Suppose that I have a smooth function $f:M\to S^1$ for a connected manifold $M$. I know that $p:\mathbb{R}\to S^1$ defined by $p(t) = e^{i t}$ is a covering map and that $\mathbb{R}$ is the universal cover of $S^1$. I am interested in what conditions I can put on $M$ such that if $f:M\to S^1$ is smooth, then there exists a smooth function $\tilde{f}:M\to \mathbb{R}$ so that $f = p\circ \tilde{f}$.
In this answer: Requirement for a given function to be smooth it seems to be implied that if $M = \mathbb{R}$, then the result should hold. I am thinking that it might suffice to assume that $M$ is simply connected so that it does not have a universal cover other than itself.
Another user made this post: When is it possible to lift a function to its covering space? which gives an equivalent condition for when we can have this lift property, but my Algebra/Category Theory is quite weak so I am unsure what conditions on $M$ will satisfy the condition. I am thinking that if $M$ is simply connected, then $\pi_1(M) = \{0\}$ so the condition should be satisfied.

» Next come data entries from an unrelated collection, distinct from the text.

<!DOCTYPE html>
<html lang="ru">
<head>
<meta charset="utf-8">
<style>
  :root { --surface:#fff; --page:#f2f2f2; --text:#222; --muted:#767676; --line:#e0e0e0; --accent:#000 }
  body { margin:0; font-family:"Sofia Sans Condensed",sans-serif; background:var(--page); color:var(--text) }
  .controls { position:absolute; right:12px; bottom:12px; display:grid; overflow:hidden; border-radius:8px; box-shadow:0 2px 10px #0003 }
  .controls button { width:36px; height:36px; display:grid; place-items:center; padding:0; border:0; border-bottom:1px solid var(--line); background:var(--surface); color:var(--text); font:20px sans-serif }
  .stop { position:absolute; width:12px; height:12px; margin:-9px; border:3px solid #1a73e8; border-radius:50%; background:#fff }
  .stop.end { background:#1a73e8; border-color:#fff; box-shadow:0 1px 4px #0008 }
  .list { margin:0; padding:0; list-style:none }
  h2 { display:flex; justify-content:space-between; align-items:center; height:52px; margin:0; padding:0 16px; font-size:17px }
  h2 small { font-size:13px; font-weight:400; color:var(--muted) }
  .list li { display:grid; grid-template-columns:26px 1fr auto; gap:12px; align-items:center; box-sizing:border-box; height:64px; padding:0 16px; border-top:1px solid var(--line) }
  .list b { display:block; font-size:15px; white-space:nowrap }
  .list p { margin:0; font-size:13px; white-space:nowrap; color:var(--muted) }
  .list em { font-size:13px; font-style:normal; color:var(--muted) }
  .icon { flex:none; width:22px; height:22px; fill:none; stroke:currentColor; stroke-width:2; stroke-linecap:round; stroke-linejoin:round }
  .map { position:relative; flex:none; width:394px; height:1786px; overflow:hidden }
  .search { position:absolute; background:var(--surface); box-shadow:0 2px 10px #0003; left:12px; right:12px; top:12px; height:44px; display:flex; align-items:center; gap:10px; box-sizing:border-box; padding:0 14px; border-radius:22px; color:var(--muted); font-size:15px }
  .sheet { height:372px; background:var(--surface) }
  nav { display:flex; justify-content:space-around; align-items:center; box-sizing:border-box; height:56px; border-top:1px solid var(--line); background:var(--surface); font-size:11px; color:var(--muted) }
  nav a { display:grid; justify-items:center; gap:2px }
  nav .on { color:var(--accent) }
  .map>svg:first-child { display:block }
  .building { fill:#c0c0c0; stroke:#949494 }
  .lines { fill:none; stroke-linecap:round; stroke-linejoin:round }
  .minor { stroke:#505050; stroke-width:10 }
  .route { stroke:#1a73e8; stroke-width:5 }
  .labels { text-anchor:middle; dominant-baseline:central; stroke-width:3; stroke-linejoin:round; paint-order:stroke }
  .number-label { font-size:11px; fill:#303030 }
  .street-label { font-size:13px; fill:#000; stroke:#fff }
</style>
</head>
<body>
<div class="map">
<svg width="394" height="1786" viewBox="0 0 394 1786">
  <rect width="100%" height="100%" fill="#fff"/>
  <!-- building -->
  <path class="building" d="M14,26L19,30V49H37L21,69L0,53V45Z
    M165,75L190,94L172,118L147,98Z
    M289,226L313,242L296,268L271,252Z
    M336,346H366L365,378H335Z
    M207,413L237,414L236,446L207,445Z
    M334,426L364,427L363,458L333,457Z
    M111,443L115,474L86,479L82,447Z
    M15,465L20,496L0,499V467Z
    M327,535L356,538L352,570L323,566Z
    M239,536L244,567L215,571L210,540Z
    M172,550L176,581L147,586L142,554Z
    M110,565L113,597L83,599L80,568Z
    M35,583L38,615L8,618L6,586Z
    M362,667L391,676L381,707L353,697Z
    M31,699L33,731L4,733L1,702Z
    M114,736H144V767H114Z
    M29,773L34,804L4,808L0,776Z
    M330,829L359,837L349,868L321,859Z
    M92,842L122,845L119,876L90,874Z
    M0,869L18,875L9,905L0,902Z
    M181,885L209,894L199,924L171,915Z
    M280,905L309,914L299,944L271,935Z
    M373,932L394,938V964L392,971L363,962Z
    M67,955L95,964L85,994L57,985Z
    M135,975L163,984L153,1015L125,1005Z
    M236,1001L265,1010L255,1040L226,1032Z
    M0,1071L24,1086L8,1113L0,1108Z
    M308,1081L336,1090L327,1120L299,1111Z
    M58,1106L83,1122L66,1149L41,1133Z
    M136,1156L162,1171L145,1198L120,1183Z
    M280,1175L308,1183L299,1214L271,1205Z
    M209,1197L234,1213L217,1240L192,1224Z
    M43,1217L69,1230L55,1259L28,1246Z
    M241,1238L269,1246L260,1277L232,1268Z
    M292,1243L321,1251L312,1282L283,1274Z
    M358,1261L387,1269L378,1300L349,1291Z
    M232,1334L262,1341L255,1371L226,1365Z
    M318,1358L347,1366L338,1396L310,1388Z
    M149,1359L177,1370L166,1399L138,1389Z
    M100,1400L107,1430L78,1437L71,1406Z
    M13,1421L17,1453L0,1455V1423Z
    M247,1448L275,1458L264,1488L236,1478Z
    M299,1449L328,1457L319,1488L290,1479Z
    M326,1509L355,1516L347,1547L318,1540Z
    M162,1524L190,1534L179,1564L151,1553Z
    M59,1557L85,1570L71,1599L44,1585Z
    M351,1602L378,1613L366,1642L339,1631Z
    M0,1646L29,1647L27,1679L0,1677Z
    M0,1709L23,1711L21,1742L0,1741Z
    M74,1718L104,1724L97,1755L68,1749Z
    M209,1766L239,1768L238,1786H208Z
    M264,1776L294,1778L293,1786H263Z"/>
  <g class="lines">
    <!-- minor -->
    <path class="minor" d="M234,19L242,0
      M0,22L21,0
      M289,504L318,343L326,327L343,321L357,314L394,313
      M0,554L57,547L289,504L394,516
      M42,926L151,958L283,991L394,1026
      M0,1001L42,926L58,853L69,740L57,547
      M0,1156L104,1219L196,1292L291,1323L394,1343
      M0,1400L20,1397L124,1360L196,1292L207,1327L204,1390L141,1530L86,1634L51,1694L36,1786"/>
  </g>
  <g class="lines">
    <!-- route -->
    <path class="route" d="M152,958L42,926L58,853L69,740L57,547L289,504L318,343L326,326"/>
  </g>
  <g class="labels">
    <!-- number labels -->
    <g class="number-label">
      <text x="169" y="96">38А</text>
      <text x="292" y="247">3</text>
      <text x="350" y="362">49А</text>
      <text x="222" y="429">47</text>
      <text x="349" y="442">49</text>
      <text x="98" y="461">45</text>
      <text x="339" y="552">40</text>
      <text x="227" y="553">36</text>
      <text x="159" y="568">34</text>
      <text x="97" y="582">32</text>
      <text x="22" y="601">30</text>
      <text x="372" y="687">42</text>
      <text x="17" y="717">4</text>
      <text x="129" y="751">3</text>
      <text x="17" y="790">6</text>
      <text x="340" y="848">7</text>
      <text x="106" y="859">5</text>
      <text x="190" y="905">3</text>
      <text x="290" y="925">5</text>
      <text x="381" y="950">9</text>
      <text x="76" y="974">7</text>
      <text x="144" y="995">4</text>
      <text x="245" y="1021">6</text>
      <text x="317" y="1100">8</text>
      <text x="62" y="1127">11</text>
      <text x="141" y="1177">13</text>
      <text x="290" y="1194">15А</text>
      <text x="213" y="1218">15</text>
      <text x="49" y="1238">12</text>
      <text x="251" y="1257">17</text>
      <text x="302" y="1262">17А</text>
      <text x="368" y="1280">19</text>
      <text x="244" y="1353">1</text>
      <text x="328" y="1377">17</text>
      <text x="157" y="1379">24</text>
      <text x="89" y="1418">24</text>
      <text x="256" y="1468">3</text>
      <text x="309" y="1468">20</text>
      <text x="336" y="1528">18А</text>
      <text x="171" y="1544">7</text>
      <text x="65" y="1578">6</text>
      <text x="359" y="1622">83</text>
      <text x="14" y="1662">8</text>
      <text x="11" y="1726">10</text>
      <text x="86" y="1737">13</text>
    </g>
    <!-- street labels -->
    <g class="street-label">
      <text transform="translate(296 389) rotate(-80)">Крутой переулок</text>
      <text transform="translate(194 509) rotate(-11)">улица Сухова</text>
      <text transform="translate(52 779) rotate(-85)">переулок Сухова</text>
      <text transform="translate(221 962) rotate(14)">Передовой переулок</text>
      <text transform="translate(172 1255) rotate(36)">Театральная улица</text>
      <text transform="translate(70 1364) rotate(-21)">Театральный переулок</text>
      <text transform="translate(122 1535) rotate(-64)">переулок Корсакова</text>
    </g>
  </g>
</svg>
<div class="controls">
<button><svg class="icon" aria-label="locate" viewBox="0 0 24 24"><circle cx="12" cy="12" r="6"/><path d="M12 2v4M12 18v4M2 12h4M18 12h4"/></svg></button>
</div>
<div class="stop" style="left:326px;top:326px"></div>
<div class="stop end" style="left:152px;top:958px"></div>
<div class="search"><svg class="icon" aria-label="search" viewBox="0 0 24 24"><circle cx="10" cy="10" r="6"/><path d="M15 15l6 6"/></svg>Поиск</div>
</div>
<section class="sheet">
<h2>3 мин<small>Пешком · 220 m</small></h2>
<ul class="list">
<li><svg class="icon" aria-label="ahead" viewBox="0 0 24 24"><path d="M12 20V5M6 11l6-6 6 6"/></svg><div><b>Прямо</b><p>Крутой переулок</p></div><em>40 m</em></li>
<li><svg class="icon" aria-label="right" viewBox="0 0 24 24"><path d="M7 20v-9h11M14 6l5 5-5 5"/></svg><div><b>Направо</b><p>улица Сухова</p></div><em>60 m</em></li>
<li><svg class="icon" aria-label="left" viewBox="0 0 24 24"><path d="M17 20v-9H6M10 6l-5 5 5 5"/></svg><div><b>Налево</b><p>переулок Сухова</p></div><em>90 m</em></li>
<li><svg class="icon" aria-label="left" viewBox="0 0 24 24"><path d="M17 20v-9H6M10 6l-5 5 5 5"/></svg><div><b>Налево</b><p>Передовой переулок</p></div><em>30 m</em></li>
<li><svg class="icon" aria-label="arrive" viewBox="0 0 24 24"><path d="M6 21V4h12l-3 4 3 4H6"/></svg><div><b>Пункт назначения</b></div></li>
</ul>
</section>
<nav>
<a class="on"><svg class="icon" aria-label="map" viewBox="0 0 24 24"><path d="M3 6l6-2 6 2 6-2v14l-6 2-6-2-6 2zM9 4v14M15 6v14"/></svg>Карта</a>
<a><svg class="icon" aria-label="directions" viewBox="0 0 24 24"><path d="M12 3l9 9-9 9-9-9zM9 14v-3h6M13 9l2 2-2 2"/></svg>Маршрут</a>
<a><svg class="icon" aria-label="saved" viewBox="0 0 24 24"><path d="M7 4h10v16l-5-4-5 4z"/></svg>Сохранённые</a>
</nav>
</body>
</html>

My question could also be phrased as, if $f:M\to \mathbb{C}$ has constant magnitude so that $|f| = C > 0$, then does there exist a smooth function $g:M\to\mathbb{R}$ such that $f = e^{ig}$. A little bit of direction would be greatly appreciated.
There exist lifting of a map $X \to Y$ to a covering $\tilde Y\to Y$ if an only if the image of $\pi_1(X, x_0)$ is inside the image of $\pi_1(\tilde Y, \tilde y_0)$.
So in our case, we would need the image of $\pi_1(M)$ trivial. It surely is so if $M$ is simply connected.